Insurance plans indeed often complain that they end up paying physicians and hospitals more to make up for underpayments by Medicare and Medicaid. According to the Centers for Medicare and Medicaid Services, Medicare costs per beneficiary grew 8.8 percent per year on average between 1970 and 2009 versus 9.9 percent for private insurance premiums for the non-elderly.
But in her editorials, McCaughey writes that the study co-authored by Chernew found that traditional Medicare spending dropped as more people enrolled in private Medicare Advantage managed care plans.
“Research shows that competing private plans are likely to control costs better than government-run Medicare,” McCaughey wrote. “A study from the prestigious National Bureau of Economic Research demonstrated that in regions of the United States with competition between private Medicare Advantage plans, the cost of care was reduced.”
However, data from the state of California show that in 2007 Medicare managed care plans reimbursed hospitals for 101.5 percent of their costs versus 139.2 percent for other private payers. This suggests the private plans proposed by Ryan would end up paying providers more than the Medicare Advantage plans in the research cited by McCaughey.
Chernew said his research does show that private managed care plans were able to drive down costs through better coordination of patients’ care. But he said the new healthcare reform law might be able to achieve similar results, depending on how it’s implemented.
“There are aspects of the Affordable Care Act that try to mimic things that managed care plans might be able to do,” Chernew said. “It’s conceivable that the existing system, without managed care plans per se but with these other reforms, could also achieve savings.”
Informed of Chernew’s comments, McCaughey didn’t back down.
“I suggest that you read his study rather than getting his take on it. He may be embarrassed that he wrote something that now doesn’t support the president,” she said. “I’ve read his study, I’ve read it carefully and … I believe that I’m on very firm ground.”
She went on to cite three other studies she said she didn’t have enough room to write about in her editorials. One of these was co-authored in 1997 by Harvard economist David Cutler, a prominent supporter of the Democrats’ law.

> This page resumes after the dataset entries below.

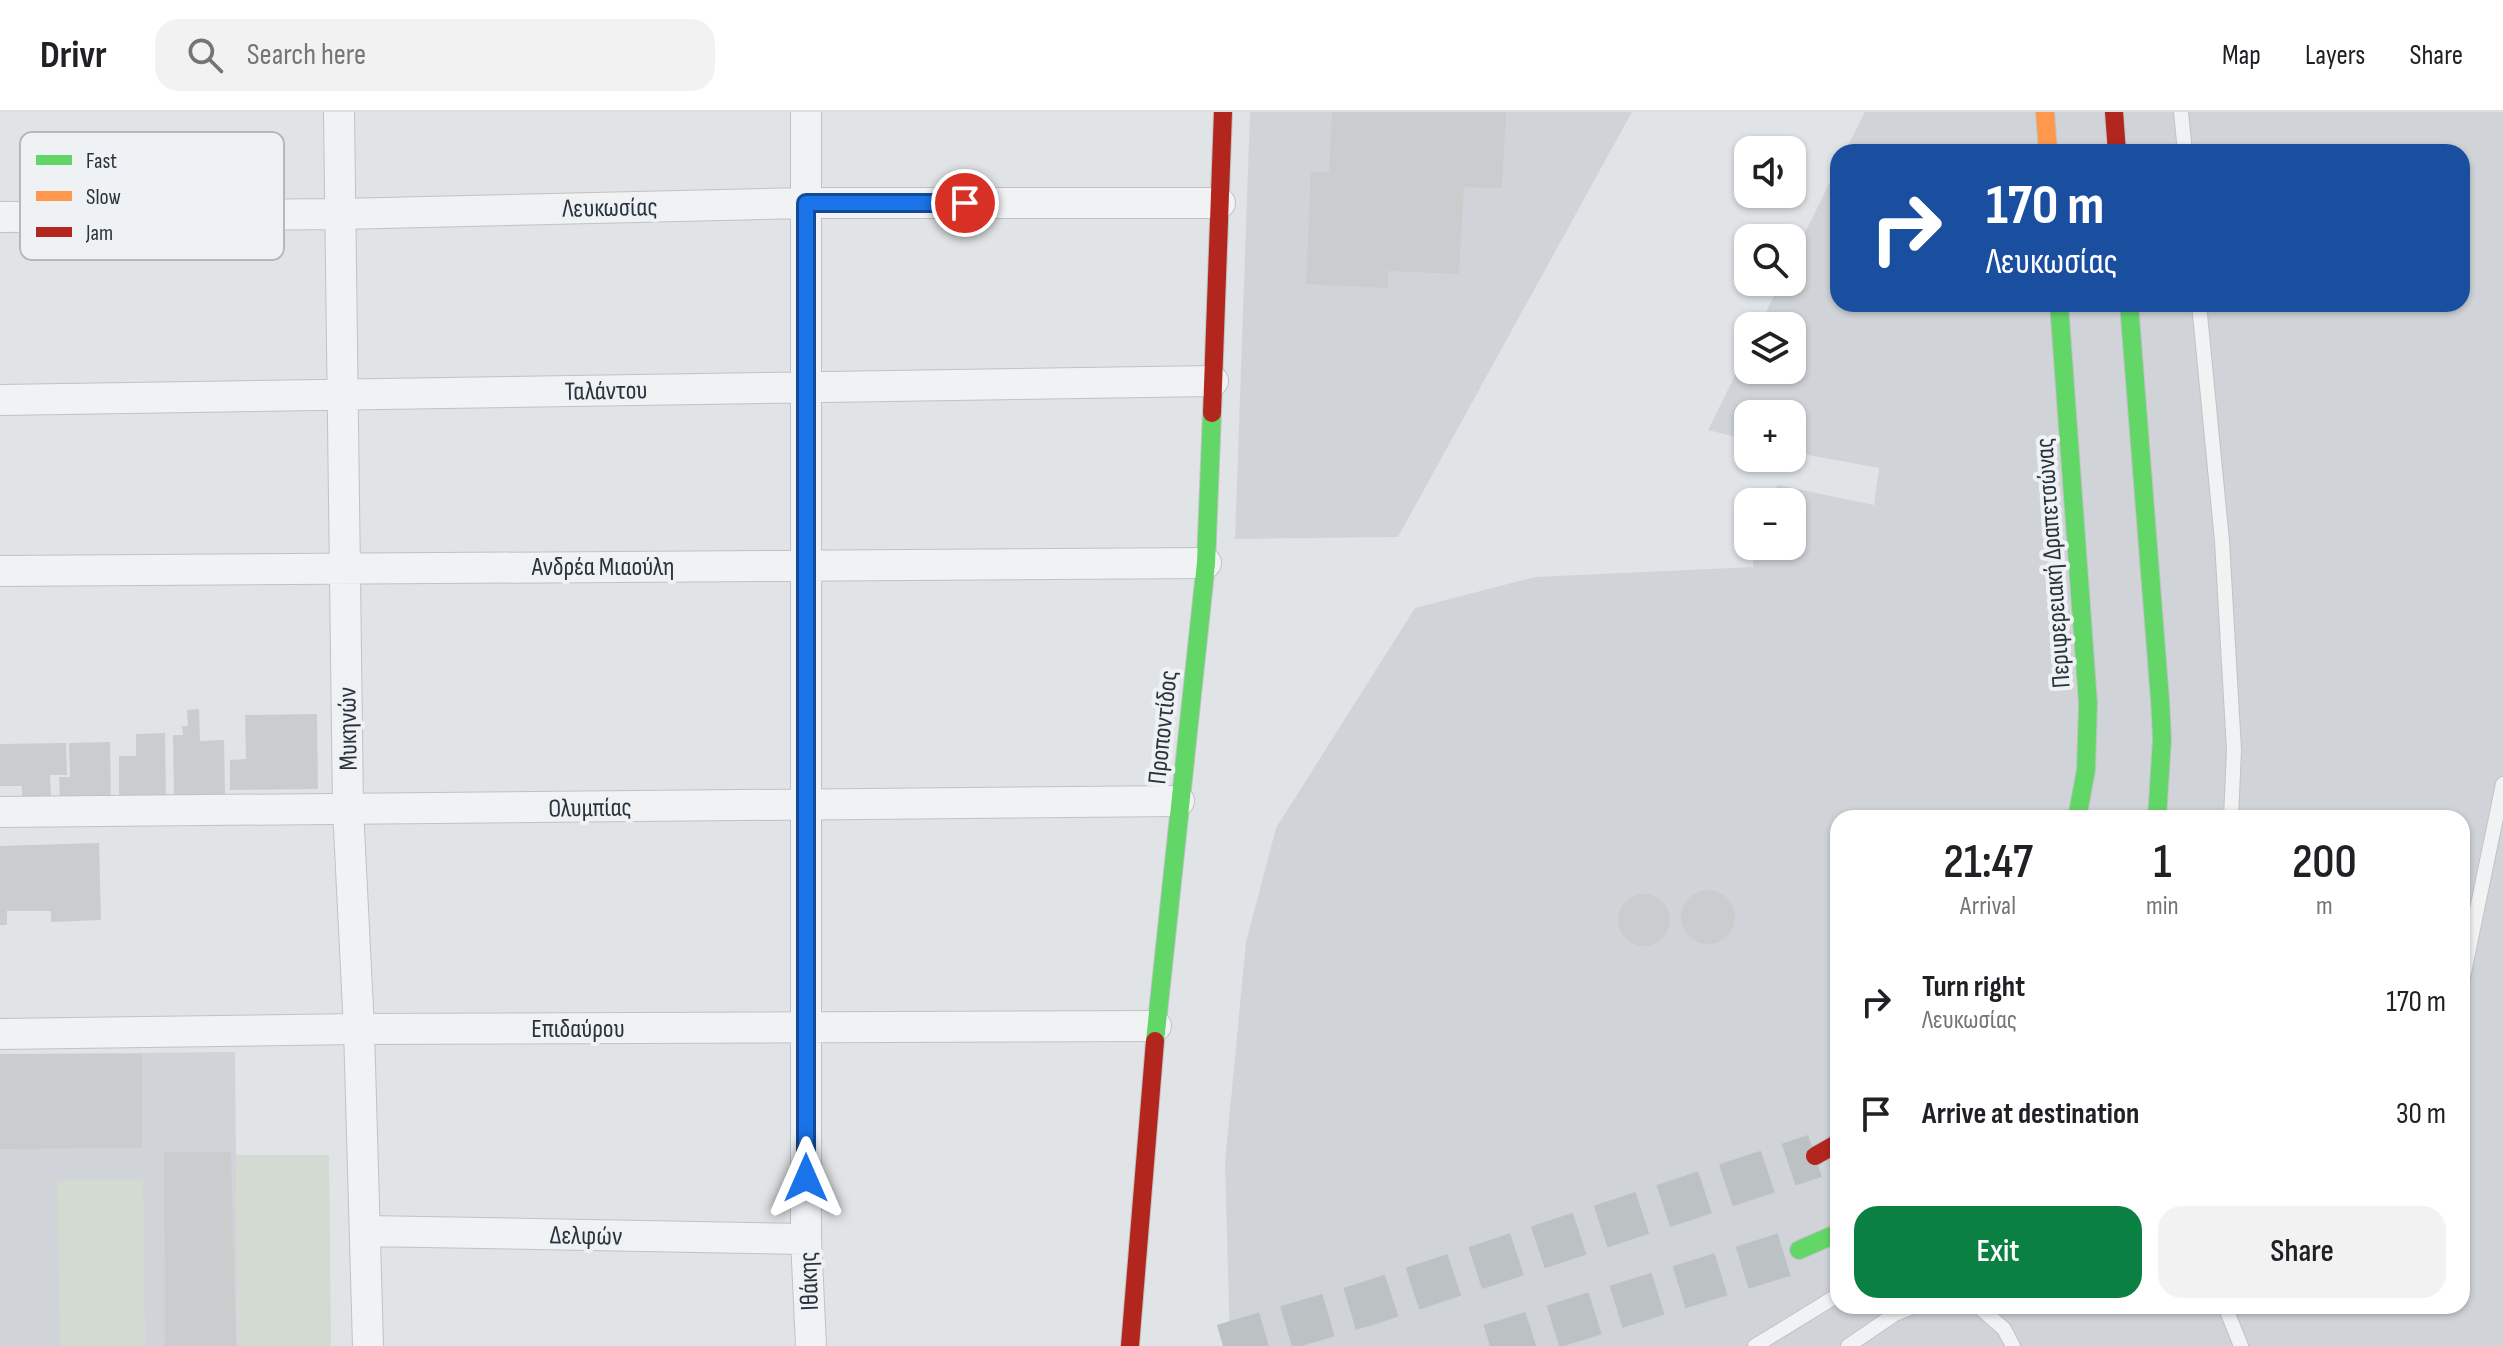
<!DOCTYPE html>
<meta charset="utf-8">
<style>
body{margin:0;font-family:"Sofia Sans Condensed",sans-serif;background:#f2f2f2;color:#202124;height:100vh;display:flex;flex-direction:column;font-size:30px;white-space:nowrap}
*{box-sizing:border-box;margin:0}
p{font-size:26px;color:#757577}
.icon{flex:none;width:44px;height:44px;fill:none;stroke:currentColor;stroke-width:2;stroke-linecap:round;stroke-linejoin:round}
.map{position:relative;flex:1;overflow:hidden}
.side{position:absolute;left:1830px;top:698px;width:640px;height:504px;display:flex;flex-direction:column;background:#fff;border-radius:24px;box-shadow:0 2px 6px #0004}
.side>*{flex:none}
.guide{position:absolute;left:1830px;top:32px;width:640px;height:168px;border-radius:24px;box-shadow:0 2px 6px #0004;background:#1a4fa0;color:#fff;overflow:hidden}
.buttons{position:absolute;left:1734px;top:24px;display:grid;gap:16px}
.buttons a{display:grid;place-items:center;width:72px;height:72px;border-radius:16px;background:#fff;box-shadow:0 2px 6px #0004;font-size:40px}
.pin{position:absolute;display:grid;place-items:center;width:68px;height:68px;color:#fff;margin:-34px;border:4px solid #fff;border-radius:50%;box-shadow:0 2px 8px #0007}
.me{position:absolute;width:88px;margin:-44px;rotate:0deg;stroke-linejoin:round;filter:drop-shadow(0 0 6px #0008)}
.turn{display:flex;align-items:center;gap:28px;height:168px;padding:0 24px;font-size:36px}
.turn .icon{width:104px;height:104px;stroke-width:2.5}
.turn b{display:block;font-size:56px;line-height:68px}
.eta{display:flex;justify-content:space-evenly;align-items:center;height:136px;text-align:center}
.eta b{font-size:48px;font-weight:600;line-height:56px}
.primary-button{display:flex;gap:16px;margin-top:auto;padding:16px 24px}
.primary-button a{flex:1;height:92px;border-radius:24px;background:#0b8043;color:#fff;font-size:32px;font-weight:600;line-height:92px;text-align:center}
.primary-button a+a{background:#f2f2f2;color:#202124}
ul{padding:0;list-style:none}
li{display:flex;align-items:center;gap:24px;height:112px;padding:0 24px}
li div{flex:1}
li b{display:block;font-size:30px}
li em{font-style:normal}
header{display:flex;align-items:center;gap:48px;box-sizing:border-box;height:112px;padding:0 40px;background:#fff;border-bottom:2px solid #e0e0e0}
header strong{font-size:38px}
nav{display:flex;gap:44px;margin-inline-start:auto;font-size:28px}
.search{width:560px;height:72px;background:#f2f2f2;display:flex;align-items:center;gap:20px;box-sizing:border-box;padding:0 28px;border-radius:24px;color:#757577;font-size:30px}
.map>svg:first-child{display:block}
.built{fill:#d0d4d9;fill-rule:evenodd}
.green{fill:#d3dad2}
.building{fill:#caccce}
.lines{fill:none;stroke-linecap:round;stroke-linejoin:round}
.primary-tunnel{stroke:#bcc1c4;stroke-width:44;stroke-dasharray:44 22;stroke-linecap:butt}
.lane-casing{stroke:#c0c2c4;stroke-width:16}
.street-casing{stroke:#c0c2c4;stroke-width:32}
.fast-casing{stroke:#c0c2c4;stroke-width:20}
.slow-casing{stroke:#c0c2c4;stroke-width:20}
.jam-casing{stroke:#c0c2c4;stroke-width:20}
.lane{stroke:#f0f2f3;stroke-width:14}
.street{stroke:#f0f2f3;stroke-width:30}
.fast{stroke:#63d668;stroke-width:18}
.slow{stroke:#ff974d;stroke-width:18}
.jam{stroke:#b3261e;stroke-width:18}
.route-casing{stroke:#114b97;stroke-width:20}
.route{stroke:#1a73e8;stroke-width:14}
.labels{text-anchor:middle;stroke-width:8;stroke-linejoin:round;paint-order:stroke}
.street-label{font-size:26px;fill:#2a333d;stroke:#eff2f5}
.key{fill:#eff2f5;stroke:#b4b9be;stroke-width:2}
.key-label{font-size:22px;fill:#2a333d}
</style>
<header>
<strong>Drivr</strong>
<div class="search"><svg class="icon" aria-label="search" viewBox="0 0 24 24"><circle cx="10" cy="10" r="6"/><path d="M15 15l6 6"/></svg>Search here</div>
<nav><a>Map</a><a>Layers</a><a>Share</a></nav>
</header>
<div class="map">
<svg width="2503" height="1234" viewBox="0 0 2503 1234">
<rect width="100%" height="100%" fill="#e1e4e6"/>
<path class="built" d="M1250 0H1632L1398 425 1235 427Z
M1865 0H2503V1234H1230L1225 1050 1246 830 1276 716 1415 496 1535 465 1753 455 1754 434H1792V390H1763L1778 373 1874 393 1879 356 1792 340V302H1748V328L1708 318 1748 237V258H1792V214H1759L1781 170H1792V147L1838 54V192H2462V40H1845ZM1838 706H2462V1194H1838Z
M235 940 238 1234H0V942Z"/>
<path class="green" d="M236 1043H329L331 1234H238Z
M143 1067 145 1234H60L57 1068Z"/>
<path class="building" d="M1332 0H1506L1502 76 1464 75 1459 162 1388 159V176L1306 172 1311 60H1329Z
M199 597 200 629 224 628 225 685 174 687 173 623H183L182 614H188L187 598Z
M317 602 318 677 230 678V648L246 647 245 603Z
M165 621 166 687 119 688V644H136V622Z
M110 630 111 689H60L59 665H70L69 631Z
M66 631 67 663H50L51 684 22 685V674H0V632Z
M99 731 101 808 51 810V799H7V813H0V734Z
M1681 805a27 27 0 1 1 54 0a27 27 0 1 1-54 0Z
M1618 808a26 26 0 1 1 52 0a26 26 0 1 1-52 0Z
M0 942H142V1036L0 1037Z
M164 1040H231L236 1234H165Z"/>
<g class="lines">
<path class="primary-tunnel" d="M1223 1234 1363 1193 1815 1044
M1490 1234 1799 1138"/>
<defs>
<path id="lane" d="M2181 0 2185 40
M2199 192 2222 429 2234 638 2231 706
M2462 870 2503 672
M1978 1194 2004 1217 2013 1234
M2225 1194 2241 1234
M1755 1234 1838 1183
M1848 1234 1895 1202 1915 1194"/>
<path id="street" d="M339 0 348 697 359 917 368 1234
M806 0V1127L811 1234
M0 105 341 102 806 91H1220
M0 288 1213 269
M0 459 1206 451
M0 700 1179 689
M0 922 359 917 1156 914
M366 1119 806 1127"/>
<path id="fast" d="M2059 192 2088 591 2086 658 2077 706
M2129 192 2160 588 2162 627 2157 706
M1155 929 1206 451 1212 301
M1799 1138 1838 1121"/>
<path id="slow" d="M2045 0 2048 40"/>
<path id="jam" d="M2114 0 2117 40
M1212 301 1223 0
M1815 1044 1838 1031
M1130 1234 1155 929"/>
</defs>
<use href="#lane" class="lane-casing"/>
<use href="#street" class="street-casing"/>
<use href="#fast" class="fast-casing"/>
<use href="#slow" class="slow-casing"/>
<use href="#jam" class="jam-casing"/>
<use href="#lane" class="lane"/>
<use href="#street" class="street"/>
<use href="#fast" class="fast"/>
<use href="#slow" class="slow"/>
<use href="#jam" class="jam"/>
</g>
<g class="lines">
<defs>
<path id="route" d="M806 1066V91H965"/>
</defs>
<use href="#route" class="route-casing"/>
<use href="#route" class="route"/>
</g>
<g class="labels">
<g class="street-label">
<text transform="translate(610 95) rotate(-1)" y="9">Λευκωσίας</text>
<text transform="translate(606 278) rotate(-1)" y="9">Ταλάντου</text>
<text transform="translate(2052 451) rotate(-94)" y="9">Περιφερειακή Δραπετσώνας</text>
<text x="603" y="463">Ανδρέα Μιαούλη</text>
<text transform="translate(1162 615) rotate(-84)" y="9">Προποντίδος</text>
<text transform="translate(347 617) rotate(-91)" y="9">Μυκηνών</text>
<text transform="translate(590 695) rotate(-1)" y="9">Ολυμπίας</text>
<text x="578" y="925">Επιδαύρου</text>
<text transform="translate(586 1123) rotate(1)" y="9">Δελφών</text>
<text transform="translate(808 1169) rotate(-92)" y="9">Ιθάκης</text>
</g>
</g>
<rect x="20" y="20" width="264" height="128" rx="12" class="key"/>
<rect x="36" y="43" width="36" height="10" fill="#63d668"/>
<rect x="36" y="79" width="36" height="10" fill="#ff974d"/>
<rect x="36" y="115" width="36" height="10" fill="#b3261e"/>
<g class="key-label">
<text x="86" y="56">Fast</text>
<text x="86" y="92">Slow</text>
<text x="86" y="128">Jam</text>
</g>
</svg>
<div class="buttons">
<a><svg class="icon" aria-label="sound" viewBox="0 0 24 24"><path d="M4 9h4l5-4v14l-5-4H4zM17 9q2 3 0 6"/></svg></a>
<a><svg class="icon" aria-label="search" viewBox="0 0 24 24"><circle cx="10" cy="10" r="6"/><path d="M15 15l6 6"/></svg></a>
<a><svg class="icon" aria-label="layers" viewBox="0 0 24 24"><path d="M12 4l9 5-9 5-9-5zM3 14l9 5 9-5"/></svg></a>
<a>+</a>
<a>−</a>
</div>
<div class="pin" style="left:965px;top:91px;background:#d93025"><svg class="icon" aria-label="arrive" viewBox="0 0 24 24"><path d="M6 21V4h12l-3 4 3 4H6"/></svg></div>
<svg class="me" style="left:806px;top:1066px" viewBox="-20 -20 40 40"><path d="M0-17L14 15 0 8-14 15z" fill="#1a73e8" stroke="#fff" stroke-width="4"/></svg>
<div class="guide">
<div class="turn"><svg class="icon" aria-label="right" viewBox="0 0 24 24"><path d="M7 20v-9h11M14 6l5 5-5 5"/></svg><div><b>170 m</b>Λευκωσίας</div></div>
</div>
<section class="side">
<div class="eta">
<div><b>21:47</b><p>Arrival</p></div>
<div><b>1</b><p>min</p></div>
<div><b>200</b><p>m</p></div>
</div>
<ul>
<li><svg class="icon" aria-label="right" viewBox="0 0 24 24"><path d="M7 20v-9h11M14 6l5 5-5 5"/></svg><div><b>Turn right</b><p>Λευκωσίας</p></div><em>170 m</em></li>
<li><svg class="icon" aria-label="arrive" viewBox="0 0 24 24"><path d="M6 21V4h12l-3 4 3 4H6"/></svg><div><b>Arrive at destination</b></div><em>30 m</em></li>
</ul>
<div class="primary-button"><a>Exit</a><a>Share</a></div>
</section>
</div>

“Gosh that was a long time ago,” Cutler told The Hill via e-mail. “We have a lot more evidence now. More importantly, we know that managed care was a failure in the non-elderly population [because of public opposition]. I’ve been surprised that the Ryan-ites seem not to have read about that, and basically want to recreate the managed care era, this time for the elderly. Why they have any belief that it will work out better this time, I have no idea.”
Cutler said he agrees with the CBO’s analysis of the Ryan proposal.